There are huge benefits to using an extensible format, even for “minimal” logs. This is a great opportunity to build something beautiful and not just do a rehash of SBP which is better suited to the ESP requirements and may need to be superseded in the future.

Summary

It’s impossible to cram all of my relevant experiences into a single document and explain the rationale for some core design decisions, without spending hours or days recounting my experiences over the years.

Hopefully this document provides a foundation for understanding why some of the decisions have been made, without me having to dive into specific architectures and low-level optimization techniques. These would be highly problematic without giving consideration to memory packing, for example.

We have identified several immediate “use cases” for an open format and it is my firm belief that they should all be based off the same fundamental file format and design principles. Anyone who wishes to take short-cuts in parsing the files can do so it they so wish.

I don’t feel we should take away the main benefits of the open format from those who are willing to put the time and effort into developing a flexible parser. It is an order of magnitude less complicated than alternatives such as FIT, due to various design decisions and compromises. Shared frame definitions were one such decision, proving a compromise between FIT-style flexibility (complexity) and the trivial nature of fixed formats.

This initiative can easily ensure that data frames of the “minimal” format can be easily be read by a “lazy” parser. Such a parser only need skip the frame definitions (easy), skip the header frame (easy), then read the data frames (assuming a fixed format). This really is barely any harder than reading a file in the SBP format. The benefit of using the open format to its fullest is that software can take the “lazy” approach or write a fully-fledged generic parser.

Addendum #1

There are also “in-between” options such as writing a parser that can only handle the specific “endianness” relating to a particular file type - e.g. ESP “minimal”. The same could be true of data types that do not match expectations. The software can just say “file type not supported”, or suchlike. The key point is that the ESP project can do what they wish with an ESP “minimal” format. A “lazy” parser can be limited to parsing what is expected (perhaps doing a quick sanity check that it is as expected, such as checking the checksum of the trackpoint frame definition) whilst a full-fledged parser will be able to read the data regardless.

Addendum #2

I still haven’t considered the raw data of RTK / PPK. So far as I know it isn’t and immediate requirement and worst case could be treated as a “major” update - e.g. 2.0.0.

Addendum #3

p.s. I learnt the importance of structure packing / byte alignment and endianness the hard way. Trying to port C code between different architectures can be incredible painful if these things aren’t considered up front. Code that works fine on one platform can look fine, yet produce garbage on another platform or even result in memory faults. Problems are even more likely to occur when using binary structures that you think are fixed, reading straight from disk into memory. Code that looks like it “should” work simply doesn’t because of compiler interventions.

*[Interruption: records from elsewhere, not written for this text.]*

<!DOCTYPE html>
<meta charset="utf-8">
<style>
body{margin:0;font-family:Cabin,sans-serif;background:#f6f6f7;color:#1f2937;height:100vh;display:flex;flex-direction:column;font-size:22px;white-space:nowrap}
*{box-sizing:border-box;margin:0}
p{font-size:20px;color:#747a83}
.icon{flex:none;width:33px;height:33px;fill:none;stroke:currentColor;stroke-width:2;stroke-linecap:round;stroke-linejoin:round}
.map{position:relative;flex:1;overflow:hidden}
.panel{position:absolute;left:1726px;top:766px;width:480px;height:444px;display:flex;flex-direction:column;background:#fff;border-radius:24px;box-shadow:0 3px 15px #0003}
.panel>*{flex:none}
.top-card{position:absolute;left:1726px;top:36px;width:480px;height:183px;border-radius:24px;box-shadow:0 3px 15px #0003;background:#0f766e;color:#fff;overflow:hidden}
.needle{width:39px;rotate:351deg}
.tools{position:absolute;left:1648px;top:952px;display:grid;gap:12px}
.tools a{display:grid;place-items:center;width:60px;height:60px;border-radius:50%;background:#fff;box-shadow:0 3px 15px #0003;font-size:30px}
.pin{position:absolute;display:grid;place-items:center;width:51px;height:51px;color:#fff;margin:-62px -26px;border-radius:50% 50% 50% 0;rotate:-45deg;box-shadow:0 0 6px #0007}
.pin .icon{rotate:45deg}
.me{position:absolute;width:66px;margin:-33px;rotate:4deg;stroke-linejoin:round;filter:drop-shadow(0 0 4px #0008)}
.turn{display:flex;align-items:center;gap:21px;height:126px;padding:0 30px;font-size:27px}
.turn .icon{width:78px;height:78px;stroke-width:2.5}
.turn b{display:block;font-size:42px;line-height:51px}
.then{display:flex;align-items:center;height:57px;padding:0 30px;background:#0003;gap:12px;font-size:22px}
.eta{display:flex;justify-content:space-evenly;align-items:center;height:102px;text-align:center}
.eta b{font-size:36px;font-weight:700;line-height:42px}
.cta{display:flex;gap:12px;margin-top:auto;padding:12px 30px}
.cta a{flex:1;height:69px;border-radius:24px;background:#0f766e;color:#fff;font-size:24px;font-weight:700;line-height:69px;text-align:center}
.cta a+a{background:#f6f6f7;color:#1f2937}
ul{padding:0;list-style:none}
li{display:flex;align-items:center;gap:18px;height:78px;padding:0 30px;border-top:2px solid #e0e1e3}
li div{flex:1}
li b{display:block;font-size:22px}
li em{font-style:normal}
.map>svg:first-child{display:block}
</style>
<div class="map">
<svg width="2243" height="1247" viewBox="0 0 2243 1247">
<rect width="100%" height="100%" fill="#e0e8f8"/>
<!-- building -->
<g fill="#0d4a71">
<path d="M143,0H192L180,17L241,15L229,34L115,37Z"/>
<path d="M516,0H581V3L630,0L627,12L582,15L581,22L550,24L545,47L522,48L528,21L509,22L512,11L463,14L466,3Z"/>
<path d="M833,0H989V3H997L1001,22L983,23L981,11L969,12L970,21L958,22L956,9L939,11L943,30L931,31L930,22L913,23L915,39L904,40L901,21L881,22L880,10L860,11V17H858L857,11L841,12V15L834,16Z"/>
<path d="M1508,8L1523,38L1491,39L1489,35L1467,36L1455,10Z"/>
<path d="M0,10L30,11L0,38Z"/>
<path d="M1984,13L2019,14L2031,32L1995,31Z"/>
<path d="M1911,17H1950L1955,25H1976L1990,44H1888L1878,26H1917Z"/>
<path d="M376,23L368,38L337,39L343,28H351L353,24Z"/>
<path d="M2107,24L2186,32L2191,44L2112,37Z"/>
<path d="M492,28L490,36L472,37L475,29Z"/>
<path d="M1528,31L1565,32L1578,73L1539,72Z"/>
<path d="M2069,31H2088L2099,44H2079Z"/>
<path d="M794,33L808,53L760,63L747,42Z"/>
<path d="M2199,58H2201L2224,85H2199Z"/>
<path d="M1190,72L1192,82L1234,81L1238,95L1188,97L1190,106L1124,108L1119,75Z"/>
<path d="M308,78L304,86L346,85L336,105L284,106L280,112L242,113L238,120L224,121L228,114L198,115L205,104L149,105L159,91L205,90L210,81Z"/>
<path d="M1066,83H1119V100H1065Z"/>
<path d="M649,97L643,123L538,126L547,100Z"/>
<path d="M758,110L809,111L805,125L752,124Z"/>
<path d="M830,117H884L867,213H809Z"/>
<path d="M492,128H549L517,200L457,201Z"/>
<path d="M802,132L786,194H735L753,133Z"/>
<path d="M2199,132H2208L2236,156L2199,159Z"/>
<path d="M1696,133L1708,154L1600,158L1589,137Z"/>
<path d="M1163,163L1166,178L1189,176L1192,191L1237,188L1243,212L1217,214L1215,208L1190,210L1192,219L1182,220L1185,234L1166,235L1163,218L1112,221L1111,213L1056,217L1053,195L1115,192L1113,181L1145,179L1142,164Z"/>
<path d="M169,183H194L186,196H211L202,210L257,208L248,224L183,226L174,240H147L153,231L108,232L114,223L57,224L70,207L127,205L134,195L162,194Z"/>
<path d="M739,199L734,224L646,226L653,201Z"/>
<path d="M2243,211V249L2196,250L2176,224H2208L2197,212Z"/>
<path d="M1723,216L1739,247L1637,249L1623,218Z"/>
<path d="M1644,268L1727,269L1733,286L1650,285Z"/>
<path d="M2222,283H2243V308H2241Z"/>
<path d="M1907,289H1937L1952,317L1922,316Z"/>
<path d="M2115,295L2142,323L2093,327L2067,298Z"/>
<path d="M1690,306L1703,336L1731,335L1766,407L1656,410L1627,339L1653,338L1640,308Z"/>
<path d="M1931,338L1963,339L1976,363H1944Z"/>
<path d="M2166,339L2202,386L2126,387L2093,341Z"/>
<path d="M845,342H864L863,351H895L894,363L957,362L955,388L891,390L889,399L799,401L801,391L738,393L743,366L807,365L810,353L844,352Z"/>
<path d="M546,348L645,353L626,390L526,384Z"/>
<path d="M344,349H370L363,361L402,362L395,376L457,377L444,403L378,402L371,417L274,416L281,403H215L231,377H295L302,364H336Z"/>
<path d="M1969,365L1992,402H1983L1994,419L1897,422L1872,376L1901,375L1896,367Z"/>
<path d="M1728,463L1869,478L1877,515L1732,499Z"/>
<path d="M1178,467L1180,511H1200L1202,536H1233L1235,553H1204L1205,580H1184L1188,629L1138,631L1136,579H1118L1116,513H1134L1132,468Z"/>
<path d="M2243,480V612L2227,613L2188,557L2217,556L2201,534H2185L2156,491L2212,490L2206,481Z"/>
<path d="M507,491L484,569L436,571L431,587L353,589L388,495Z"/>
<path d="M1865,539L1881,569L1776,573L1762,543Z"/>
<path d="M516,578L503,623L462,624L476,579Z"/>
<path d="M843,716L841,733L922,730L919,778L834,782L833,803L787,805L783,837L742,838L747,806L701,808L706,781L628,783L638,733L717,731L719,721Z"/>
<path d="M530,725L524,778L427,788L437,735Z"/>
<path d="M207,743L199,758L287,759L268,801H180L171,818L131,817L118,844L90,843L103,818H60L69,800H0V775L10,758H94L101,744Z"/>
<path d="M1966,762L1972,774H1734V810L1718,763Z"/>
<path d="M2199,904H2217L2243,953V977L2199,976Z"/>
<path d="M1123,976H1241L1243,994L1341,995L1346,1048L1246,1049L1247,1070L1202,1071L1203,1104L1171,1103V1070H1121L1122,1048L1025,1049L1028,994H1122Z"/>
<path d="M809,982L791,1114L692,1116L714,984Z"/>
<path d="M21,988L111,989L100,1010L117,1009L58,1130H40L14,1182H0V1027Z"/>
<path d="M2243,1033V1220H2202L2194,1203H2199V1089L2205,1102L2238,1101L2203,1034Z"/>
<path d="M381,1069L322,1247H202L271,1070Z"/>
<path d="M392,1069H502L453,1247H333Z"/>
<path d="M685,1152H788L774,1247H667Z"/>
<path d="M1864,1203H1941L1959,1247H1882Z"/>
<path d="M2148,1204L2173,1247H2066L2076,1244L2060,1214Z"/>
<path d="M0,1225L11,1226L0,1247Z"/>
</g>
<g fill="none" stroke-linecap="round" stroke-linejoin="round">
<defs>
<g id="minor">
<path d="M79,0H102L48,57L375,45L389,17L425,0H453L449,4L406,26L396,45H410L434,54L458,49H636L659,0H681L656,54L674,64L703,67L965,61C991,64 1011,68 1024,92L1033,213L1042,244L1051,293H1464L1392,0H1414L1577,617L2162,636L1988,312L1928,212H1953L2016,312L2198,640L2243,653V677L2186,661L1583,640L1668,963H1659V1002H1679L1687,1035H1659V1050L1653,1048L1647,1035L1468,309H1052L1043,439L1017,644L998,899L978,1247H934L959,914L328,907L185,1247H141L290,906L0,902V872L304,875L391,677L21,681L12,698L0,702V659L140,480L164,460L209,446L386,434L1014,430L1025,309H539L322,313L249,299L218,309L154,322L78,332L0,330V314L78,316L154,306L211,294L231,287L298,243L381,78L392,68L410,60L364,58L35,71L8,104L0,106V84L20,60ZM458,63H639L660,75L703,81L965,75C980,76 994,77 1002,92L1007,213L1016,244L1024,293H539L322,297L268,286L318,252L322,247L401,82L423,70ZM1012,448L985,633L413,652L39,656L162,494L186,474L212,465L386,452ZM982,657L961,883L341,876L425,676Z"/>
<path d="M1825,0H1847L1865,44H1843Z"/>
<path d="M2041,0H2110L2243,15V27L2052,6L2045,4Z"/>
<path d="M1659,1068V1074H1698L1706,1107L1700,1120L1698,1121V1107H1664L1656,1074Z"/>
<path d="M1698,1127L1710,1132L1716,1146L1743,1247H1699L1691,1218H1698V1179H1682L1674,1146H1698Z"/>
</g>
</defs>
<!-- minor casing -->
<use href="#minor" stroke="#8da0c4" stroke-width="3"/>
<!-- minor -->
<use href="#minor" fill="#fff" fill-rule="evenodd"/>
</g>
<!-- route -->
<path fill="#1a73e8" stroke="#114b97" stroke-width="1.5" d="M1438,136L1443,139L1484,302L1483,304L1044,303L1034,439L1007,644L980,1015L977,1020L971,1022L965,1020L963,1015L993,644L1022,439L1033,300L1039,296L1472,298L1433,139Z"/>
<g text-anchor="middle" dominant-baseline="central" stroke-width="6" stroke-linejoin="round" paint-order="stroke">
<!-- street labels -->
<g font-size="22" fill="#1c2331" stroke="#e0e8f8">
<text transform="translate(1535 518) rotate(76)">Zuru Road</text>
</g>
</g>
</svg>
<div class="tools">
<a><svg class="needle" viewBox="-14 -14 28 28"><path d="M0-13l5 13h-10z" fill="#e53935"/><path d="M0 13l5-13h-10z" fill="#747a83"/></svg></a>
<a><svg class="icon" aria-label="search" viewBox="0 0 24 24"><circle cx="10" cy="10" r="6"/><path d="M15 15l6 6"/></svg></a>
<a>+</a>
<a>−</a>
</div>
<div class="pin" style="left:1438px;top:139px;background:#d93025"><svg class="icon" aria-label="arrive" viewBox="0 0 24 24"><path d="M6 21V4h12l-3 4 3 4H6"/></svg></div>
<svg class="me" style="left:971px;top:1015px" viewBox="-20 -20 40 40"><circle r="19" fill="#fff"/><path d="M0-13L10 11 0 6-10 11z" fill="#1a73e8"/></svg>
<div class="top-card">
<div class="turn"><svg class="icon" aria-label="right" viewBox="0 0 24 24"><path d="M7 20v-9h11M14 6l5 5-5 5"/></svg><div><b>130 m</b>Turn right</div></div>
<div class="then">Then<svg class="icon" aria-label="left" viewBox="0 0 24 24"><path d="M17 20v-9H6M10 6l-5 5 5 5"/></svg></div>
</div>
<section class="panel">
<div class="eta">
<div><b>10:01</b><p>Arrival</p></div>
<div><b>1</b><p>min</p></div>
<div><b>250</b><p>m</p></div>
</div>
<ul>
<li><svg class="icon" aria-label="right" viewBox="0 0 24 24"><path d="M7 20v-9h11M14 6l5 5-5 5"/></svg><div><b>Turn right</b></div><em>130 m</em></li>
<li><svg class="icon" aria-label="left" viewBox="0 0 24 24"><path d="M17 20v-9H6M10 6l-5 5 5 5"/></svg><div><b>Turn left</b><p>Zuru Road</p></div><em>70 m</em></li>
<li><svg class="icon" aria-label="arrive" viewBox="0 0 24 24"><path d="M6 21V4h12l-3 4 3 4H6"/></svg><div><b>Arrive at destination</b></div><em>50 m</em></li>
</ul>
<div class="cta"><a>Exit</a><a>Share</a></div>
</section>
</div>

TLDR - Byte packing is important and relevant and which is why the UBX protocol addressed it explicitly. The same is true of endianness which I learnt the hard way when trying to use C code that worked fine on Motorola architectures yet failed spectacularly on Intel architectures. These are the kinds of problems that we can ensure don’t happen with an open format. I guess a lot of people don’t even know such problems are even a “thing”. In the past it used to cause me a fair bit of work when writing C code for Motorola, Sparc, and Intel architectures.